Malum 1 Mayıs işçi bayramını geride bıraktık. Yine güzel sözler, temenniler havada uçuştu. İşçinin hakkını yılda birkaç gün dile getiren sendikalar, kuruluşlar gövde gösterisi yaparken birçok işçi 1 Mayıs, 2 Mayıs dinlemeden çalışmak durumunda kaldı. Haklarını alabildilerse ne ala.

Tatil günleri normalden daha zor gelen çalışmanın en azından küçük bir ikramiyeyle hafifletilmesi gayet yerinde olur.
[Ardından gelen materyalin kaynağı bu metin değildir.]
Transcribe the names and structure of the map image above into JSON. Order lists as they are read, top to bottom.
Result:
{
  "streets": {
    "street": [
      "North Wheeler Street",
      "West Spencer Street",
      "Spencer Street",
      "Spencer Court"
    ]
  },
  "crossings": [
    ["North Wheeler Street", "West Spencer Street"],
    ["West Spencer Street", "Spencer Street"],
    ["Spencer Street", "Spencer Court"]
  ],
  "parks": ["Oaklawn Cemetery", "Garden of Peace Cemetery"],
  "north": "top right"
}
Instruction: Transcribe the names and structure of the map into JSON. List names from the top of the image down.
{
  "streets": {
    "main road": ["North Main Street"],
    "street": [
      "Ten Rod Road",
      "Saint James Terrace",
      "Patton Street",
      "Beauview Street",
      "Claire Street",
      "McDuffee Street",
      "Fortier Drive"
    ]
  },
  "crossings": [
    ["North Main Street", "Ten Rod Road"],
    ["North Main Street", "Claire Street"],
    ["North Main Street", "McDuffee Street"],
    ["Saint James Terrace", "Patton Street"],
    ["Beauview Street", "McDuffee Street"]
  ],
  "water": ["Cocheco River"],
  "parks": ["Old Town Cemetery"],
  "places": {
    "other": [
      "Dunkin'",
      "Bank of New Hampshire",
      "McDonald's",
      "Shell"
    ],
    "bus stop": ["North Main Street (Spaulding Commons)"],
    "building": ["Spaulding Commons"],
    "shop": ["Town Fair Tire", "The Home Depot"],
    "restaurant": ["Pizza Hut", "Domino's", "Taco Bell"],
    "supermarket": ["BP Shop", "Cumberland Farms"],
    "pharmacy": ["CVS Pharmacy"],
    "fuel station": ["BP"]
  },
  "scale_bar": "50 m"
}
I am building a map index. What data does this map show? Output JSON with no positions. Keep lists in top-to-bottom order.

Acaba bunu kaç işveren yapabiliyor. 1 Mayıs 1848'de Mekke'yi yeniden keşfeden batı dünyası işçilerin haklarını iyileştirmek için anca harekete geçebilmiştir. Peygamber Efendimizin 1400 yıl önce söylediği "İşçinin ücretini alın teri kurumadan önce ödeyiniz." Hadisini hayatımızın her alanında uygulamalıyız.

İslam'da zenginin de fakirin de, işverenin de, işçinin de yeri var. İslam tam bir adalet, bakın eşitlik demiyorum çünkü eşitlik her zaman adalet olmaz. Güçlü deveyle zayıf deveye 50'şer kilo yük vursan eşitlik olur ama adalet olmaz, zira zayıfa güçlü kadar yük vurulmaz. Herkes eline geçen her şeyi verirse o zaman işçi de bulunmaz, herkes ağa olur "Sen ağa benim inekleri kim sağa?!" derler.
Sonra ve böylece dünyanın nizamı bozulur.

Yüce Allah Kur'an-ı Kerim'de; "O en alçak (dünya) hayat(ın)da geçim (sebep)lerini aralarında Biz taksim ettik ve bir kısımları, diğer bir kısmı emre âmâde (bir şekilde hizmet eden) bir kimse edinsin diye Biz onların bazısını (zenginlik hususunda) diğer bir kısmın fevkinde farklı derecelere yükselttik" (Zühruf Sûresi:32'den) buyurarak bu hikmete işaret buyuruyor.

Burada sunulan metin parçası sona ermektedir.